Question

The density of a gas is \[1.964gd{m^{ - 3}}\] at \[273K\] and \[76cmHg\]. The gas is:
A.\[C{H_4}\]
B.\[{C_2}{H_6}\]
C.\[C{O_2}\]
D.\[Xe\]

Answer 1

Hint: We can solve the problem through the ideal gas situation. We should know what his ideal gas equation is. We will also calculate the molar mass of all compounds present in the above question. The ideal gas equation is only used for substances which are in a gaseous state.

Complete step by step solution: The density of a gas: We can define it as the mass per unit volume of a substance under specific conditions of temperature and pressure. In addition, the density of a gas is equal to its mass divided by its volume. Moreover, you can calculate the molar mass of a substance once you know the density of a gas. Also, the density of a gas varies with pressure and temperature.
In the question,
density of gas=\[1.964gd{m^{ - 3}}\]
Converting the above quantity in centimeters, we get
density of gas=\[1.964 \times {10^{ - 3}}gc{m^{ - 3}}\]
Temperature,\[T = 273K\], pressure \[P = 76cmHg = 1atm\]
Let the gas behaves ideally, so we know that for ideal gas;
\[PV = nRT\]; \[R = \]universal gas constant, \[V = \]volume
\[n = \]number of moles,
\[ \Rightarrow n = \dfrac{{W(GivenMass)}}{{M(MolarMass)}}\]
\[PV = \dfrac{W}{M}RT\]
Now interchange and ;
\[M = \dfrac{W}{V}\dfrac{{RT}}{P}\]
Now we know that density, \[d = \dfrac{W}{P}\]
Applying it in the equation we get;
 \[M = \dfrac{{dRT}}{P}\] -(1)
Now,
\[R = 0.082Latm{K^{ - 1}}mo{l^{ - 1}}\]
\[1L = {10^3}c{m^3}\]
Putting all the above data in the equation(1) we get
\[
  M = 1.964 \times {10^{ - 3}} \times 0.082 \times {10^3} \times 273 \\
  \Rightarrow M = 1.964 \times 0.082 \times 273 \\
   \Rightarrow M = 43.97 \\
   \approx 44g \\
 \]
So the molar mass of the gas is \[44g\] from the molar mass. We find out the gas, so let’s check the molar mass of all the gases which are present in the options.
The molar mass of \[C{H_4} = 12 + (4 \times 1) = 30\]
The molar mass of \[{C_2}{H_6} = 12 \times 2 + (6 \times 1) = 30\]
The molar mass of \[C{O_2} = 12 + (16 \times 2) = 44\]
So \[C{O_2}\] has the molar mass of \[44g\].

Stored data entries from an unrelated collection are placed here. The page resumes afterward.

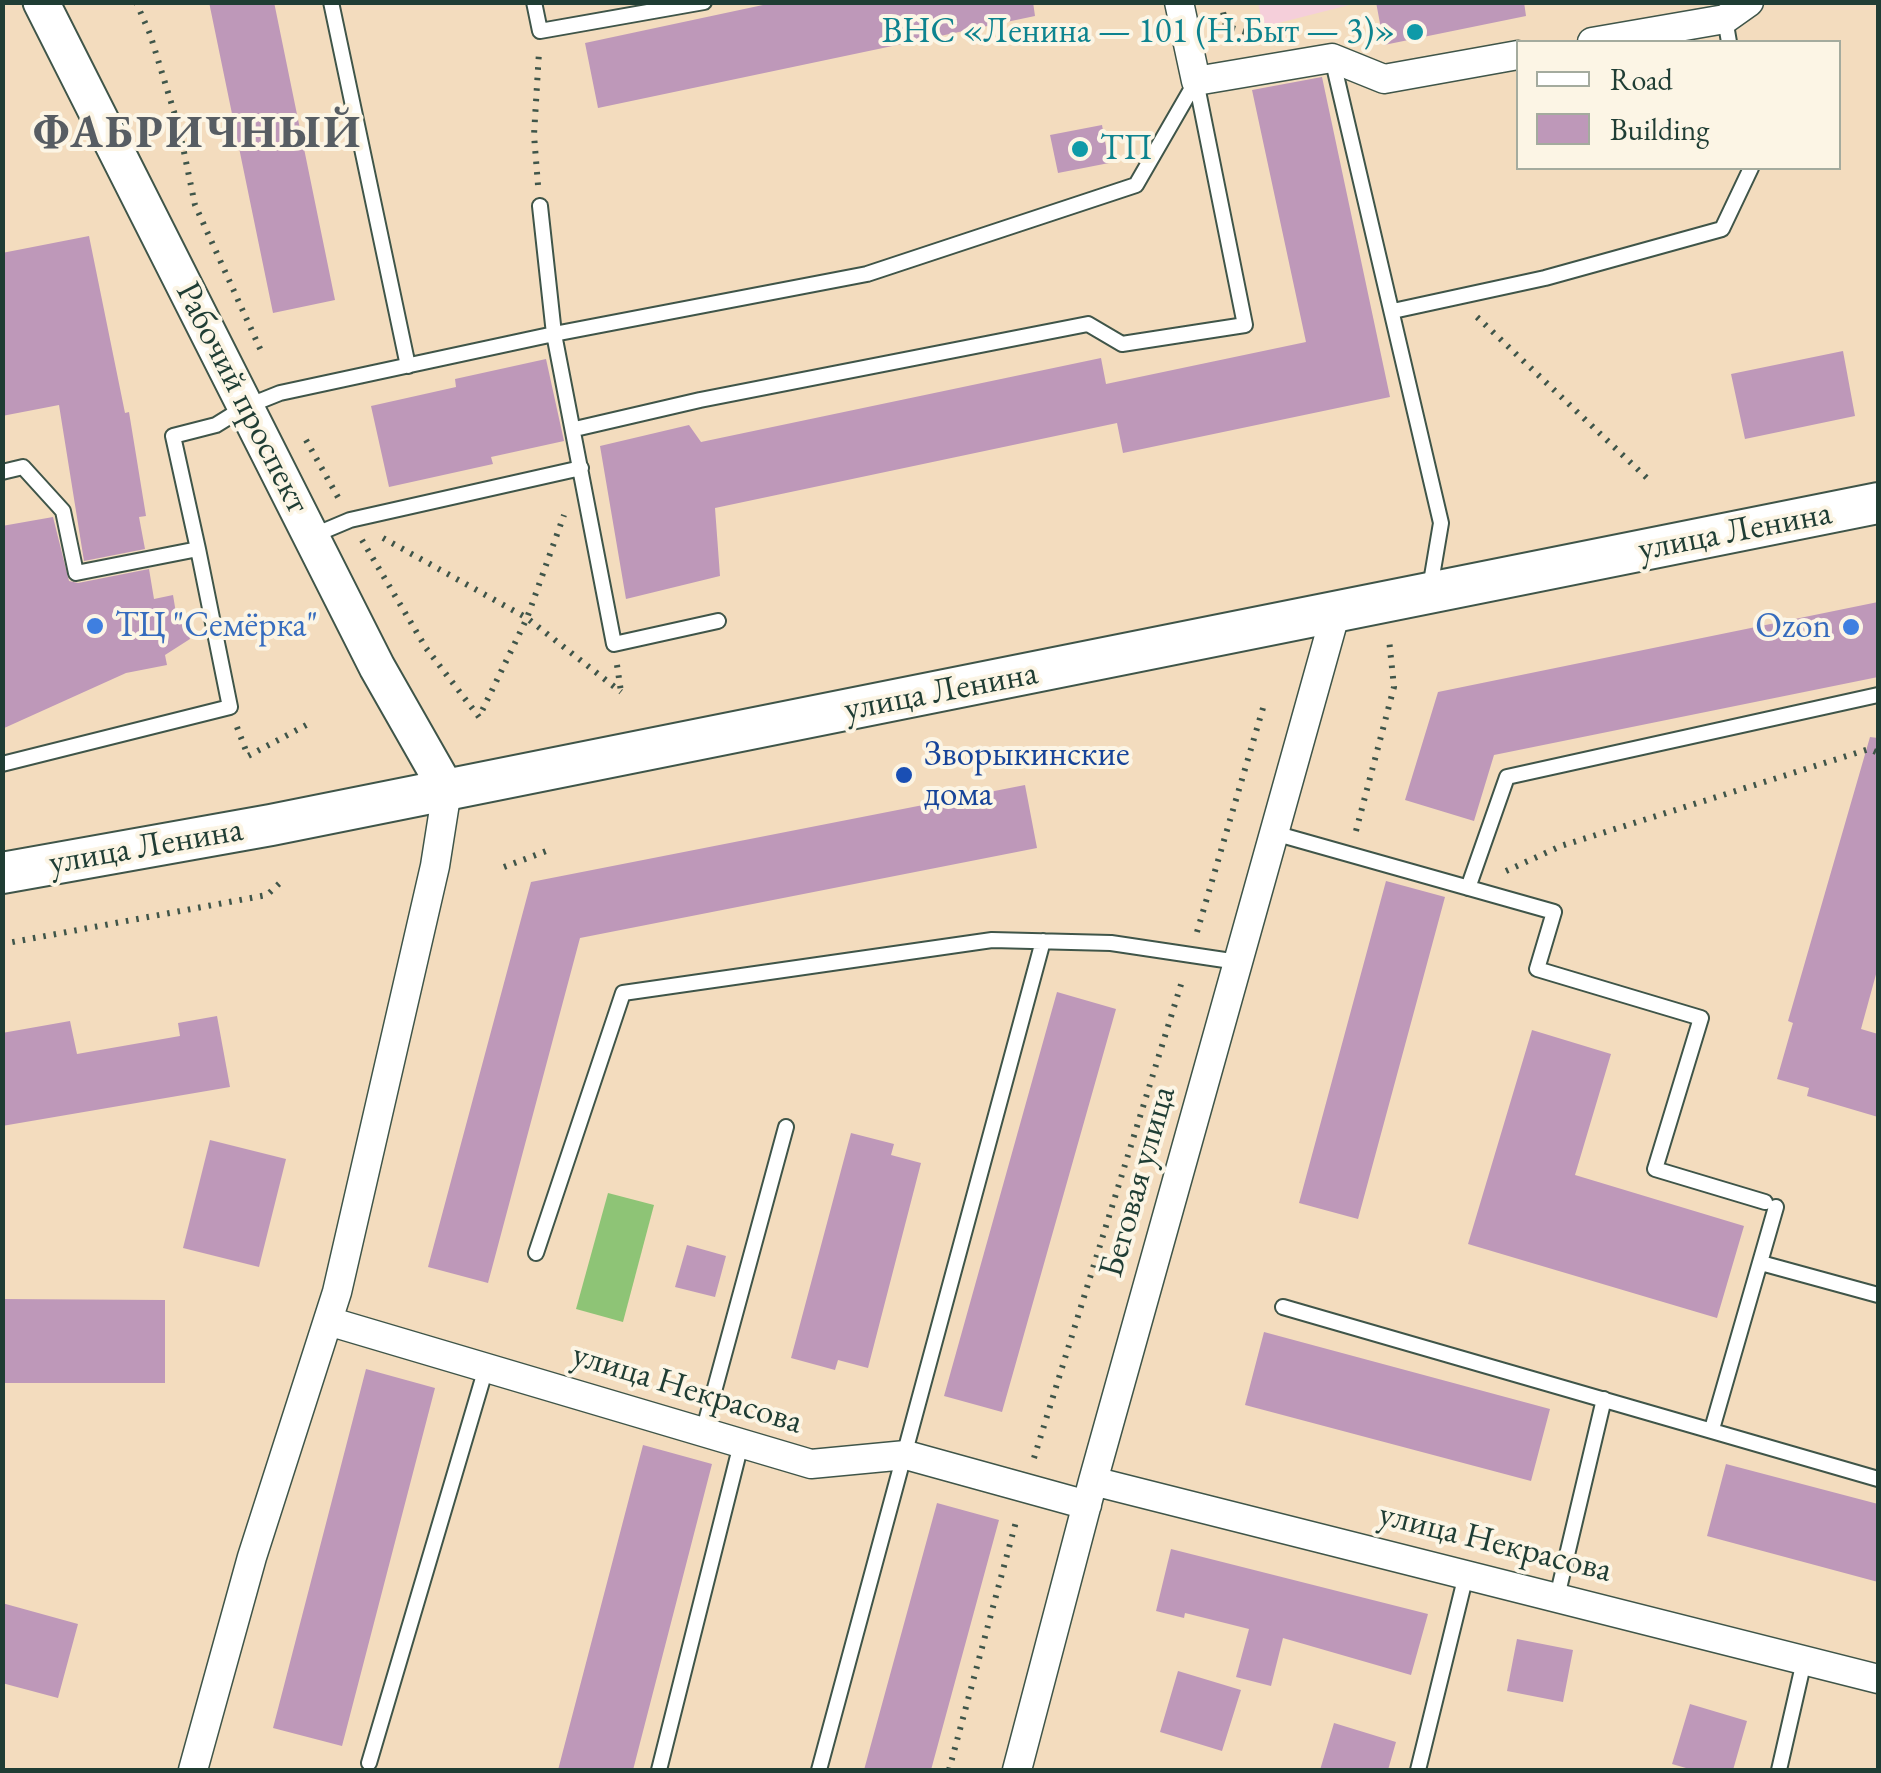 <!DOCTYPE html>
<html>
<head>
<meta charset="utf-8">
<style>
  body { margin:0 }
  #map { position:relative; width:1881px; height:1773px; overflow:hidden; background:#f3dcbe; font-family:"EB Garamond",serif }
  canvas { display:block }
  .frame { position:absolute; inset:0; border:5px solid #1f3d34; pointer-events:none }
  .legend { position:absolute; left:1516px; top:40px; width:325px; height:130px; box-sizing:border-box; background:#fcf5e5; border:2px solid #a4ab9e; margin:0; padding:12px 18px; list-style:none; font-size:30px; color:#1f3d34 }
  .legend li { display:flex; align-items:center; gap:20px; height:50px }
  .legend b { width:50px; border:2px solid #a4ab9e }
</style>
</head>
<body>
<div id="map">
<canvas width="1881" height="1773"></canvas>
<div class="frame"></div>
<ul class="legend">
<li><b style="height:12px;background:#fff"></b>Road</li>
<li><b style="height:28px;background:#be98b9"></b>Building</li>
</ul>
</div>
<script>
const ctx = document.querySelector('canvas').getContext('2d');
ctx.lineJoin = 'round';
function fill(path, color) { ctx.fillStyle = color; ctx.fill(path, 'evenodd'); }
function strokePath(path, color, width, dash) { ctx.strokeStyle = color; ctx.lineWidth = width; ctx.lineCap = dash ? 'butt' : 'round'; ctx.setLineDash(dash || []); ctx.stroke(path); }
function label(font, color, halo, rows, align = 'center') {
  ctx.font = font + ' "EB Garamond",serif'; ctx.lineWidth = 8; ctx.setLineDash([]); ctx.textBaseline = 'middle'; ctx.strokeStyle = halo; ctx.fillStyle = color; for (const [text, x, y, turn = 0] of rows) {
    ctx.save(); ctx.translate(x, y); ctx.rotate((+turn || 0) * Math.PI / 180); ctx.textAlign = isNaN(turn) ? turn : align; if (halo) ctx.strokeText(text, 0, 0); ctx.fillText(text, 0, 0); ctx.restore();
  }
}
const built = new Path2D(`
  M 1258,2 L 1357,2 L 1357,3 L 1263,27 Z`);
const green = new Path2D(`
  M 608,1193 L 654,1205 L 623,1322 L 576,1309 Z`);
const building = new Path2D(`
  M 209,2 L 274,2 L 335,300 L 273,313 Z
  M 777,2 L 1033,2 L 1035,16 L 598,108 L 585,43 Z
  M 1376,2 L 1524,2 L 1526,16 L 1384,45 Z
  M 1322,77 L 1390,397 L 1123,453 L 1117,423 L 715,508 L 720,576 L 626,599 L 600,446 L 689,425 L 701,442 L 1101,358 L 1106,384 L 1306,342 L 1252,90 Z
  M 1102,125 L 1109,163 L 1058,173 L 1050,135 Z
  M 89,236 L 125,413 L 129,412 L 146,516 L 139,517 L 145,549 L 84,561 L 59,405 L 2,416 L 2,253 Z
  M 1843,351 L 1855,416 L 1745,439 L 1731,374 Z
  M 546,359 L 564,441 L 491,457 L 493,464 L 389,487 L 371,406 L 456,387 L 455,379 Z
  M 53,517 L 69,581 L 78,583 L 149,569 L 154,599 L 173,595 L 177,619 L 185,617 L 190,639 L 165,655 L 167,665 L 126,673 L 2,729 L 2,526 Z
  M 1878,602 L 1878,677 L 1494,755 L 1474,821 L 1405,800 L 1438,692 Z
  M 1870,737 L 1878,738 L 1878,967 L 1861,1029 L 1878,1034 L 1878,1117 L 1807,1096 L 1809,1088 L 1777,1079 L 1793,1023 L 1788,1021 Z
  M 1025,785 L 1037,848 L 580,938 L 488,1283 L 428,1267 L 531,882 Z
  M 1386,881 L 1445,897 L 1358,1219 L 1299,1203 Z
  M 1057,992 L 1116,1009 L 1002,1412 L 944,1396 Z
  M 217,1016 L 230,1087 L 2,1126 L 2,1033 L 70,1021 L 77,1054 L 180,1036 L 178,1023 Z
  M 1532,1030 L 1611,1054 L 1575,1175 L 1744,1226 L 1717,1318 L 1468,1244 Z
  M 851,1133 L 894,1144 L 891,1155 L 921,1163 L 868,1368 L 838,1360 L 835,1370 L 791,1358 Z
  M 210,1140 L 286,1159 L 259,1267 L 183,1248 Z
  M 687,1245 L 726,1256 L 715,1297 L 675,1287 Z
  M 2,1299 L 165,1300 L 165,1383 L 2,1383 Z
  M 1264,1332 L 1550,1409 L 1531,1481 L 1245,1405 Z
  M 366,1369 L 435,1388 L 342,1746 L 273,1728 Z
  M 643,1445 L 712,1464 L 633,1770 L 558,1770 Z
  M 1726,1464 L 1878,1504 L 1878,1582 L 1707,1536 Z
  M 937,1503 L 999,1520 L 931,1770 L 864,1770 Z
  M 1171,1549 L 1428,1614 L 1411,1675 L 1283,1638 L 1271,1686 L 1236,1677 L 1249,1629 L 1185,1613 L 1184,1618 L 1156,1611 Z
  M 2,1603 L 78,1624 L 58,1698 L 2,1683 Z
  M 1517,1639 L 1573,1650 L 1563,1702 L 1507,1691 Z
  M 1178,1671 L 1241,1690 L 1222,1751 L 1160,1732 Z
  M 1690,1704 L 1747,1721 L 1733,1770 L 1693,1770 L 1672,1764 Z
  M 1334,1723 L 1396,1742 L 1388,1770 L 1320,1770 Z`);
const path = new Path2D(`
  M 136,2 L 150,34 L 179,128 L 195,205 L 262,353
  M 1221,2 L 1226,26 L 1259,36
  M 538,185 L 534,135 L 539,52
  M 1477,317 L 1649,480
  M 306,440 L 339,499
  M 383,538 L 527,618 L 621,692
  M 362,540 L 426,648 L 479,717 L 527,618 L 564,515
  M 617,665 L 621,692
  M 237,727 L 248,756 L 312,722
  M 1356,831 L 1394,687 L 1389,639
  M 504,867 L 549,850
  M 1506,871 L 1561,846 L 1869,749 L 1878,753
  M 1197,932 L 1263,708
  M 2,944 L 267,895 L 283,880
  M 1034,1458 L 1183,978
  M 949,1770 L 1017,1518`);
const service = new Path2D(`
  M 331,2 L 408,366
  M 534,2 L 540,31 L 704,2
  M 1725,19 L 1729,42
  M 1332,58 L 1441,523 L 1430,588
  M 540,206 L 554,334 L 614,644 L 718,621
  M 1393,311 L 1545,278 L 1722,229 L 1751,168
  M 575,429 L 700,400 L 1088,324 L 1122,344 L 1245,325 L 1196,81
  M 2,472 L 23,467 L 63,511 L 76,573 L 198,549 L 173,436 L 216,425 L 245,407 L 280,393 L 554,334 L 867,274 L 1136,185 L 1196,81
  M 312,536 L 350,520 L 581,468
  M 2,764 L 230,707 L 198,549
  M 1274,833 L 1554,912 L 1537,969 L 1701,1018 L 1655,1169 L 1765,1202
  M 1468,888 L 1507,777 L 1878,695
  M 536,1253 L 623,993 L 992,940 L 1111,943 L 1238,962
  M 1761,1263 L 1878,1295
  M 1283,1307 L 1878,1479
  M 1712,1429 L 1776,1207
  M 703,1432 L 786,1127
  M 1557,1597 L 1604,1399
  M 369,1763 L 486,1368
  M 659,1770 L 741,1444
  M 819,1770 L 1043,941
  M 1418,1770 L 1466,1575
  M 1779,1770 L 1804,1661`);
const minor = new Path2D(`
  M 1179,2 L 1196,81 L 1332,58 L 1384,79 L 1518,55
  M 1592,42 L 1725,19 L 1749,2
  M 328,1321 L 811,1464 L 906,1455 L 1087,1505
  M 1093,1481 L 1878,1679
  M 193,1770 L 252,1557 L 337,1292 L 435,866 L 447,790
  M 1017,1770 L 1093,1481 L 1335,615`);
const tertiary = new Path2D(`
  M 41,2 L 377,667 L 447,790`);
const secondary = new Path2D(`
  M 2,873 L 271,825 L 1878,503`);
const markers = [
  [1415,32,10,"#0f9aa8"],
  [1080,149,10,"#0f9aa8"],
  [95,626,10,"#3f7fe0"],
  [1851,627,10,"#3f7fe0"],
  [904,775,10,"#1a4fb4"]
];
const cultureNames = [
  ["ВНС «Ленина — 101 (Н.Быт — 3)»",1395,32],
  ["ТП",1100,149,"left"]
];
const streetNames = [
  ["Рабочий проспект",242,398,63],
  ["улица Ленина",1735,532,-11],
  ["улица Ленина",941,692,-11],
  ["улица Ленина",146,847,-10],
  ["Беговая улица",1138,1182,-74],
  ["улица Некрасова",687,1389,17],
  ["улица Некрасова",1495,1543,14]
];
const shopNames = [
  ["ТЦ \"Семёрка\"",115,626],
  ["Ozon",1831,627,"right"]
];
const transitNames = [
  ["Зворыкинские",924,755],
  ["дома",924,795]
];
const districtNames = [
  ["ФАБРИЧНЫЙ",198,135]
];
fill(built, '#f5cfda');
fill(green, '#8ec476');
fill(building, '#be98b9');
strokePath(service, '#3f5549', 18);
strokePath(minor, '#3f5549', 31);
strokePath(tertiary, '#3f5549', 39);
strokePath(secondary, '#3f5549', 44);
strokePath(path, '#3f5549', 6, [2.5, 8]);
strokePath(service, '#fff', 14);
strokePath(minor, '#fff', 28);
strokePath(tertiary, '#fff', 35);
strokePath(secondary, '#fff', 40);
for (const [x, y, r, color] of markers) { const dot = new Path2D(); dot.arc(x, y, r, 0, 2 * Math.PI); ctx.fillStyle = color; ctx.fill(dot); strokePath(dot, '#fcf5e5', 4); }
label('35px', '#0d838f', '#fcf5e5', cultureNames, 'right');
label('35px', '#1f3d34', '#fcf5e5', streetNames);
label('35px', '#366cbe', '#fcf5e5', shopNames, 'left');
label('35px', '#164399', '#fcf5e5', transitNames, 'left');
ctx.letterSpacing = '2.5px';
label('bold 45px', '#575d63', '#fcf5e5', districtNames);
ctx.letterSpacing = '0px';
</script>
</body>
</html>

The correct answer is option (C).

Note: The density of gases depends upon the temperature. The higher the temperature, the more the molecules are speed spread out and the lower the density as shown in the equation. The result is warm gases rise and cool gases sink. When pressure increases, density increases. When the pressure decreases, density decreases.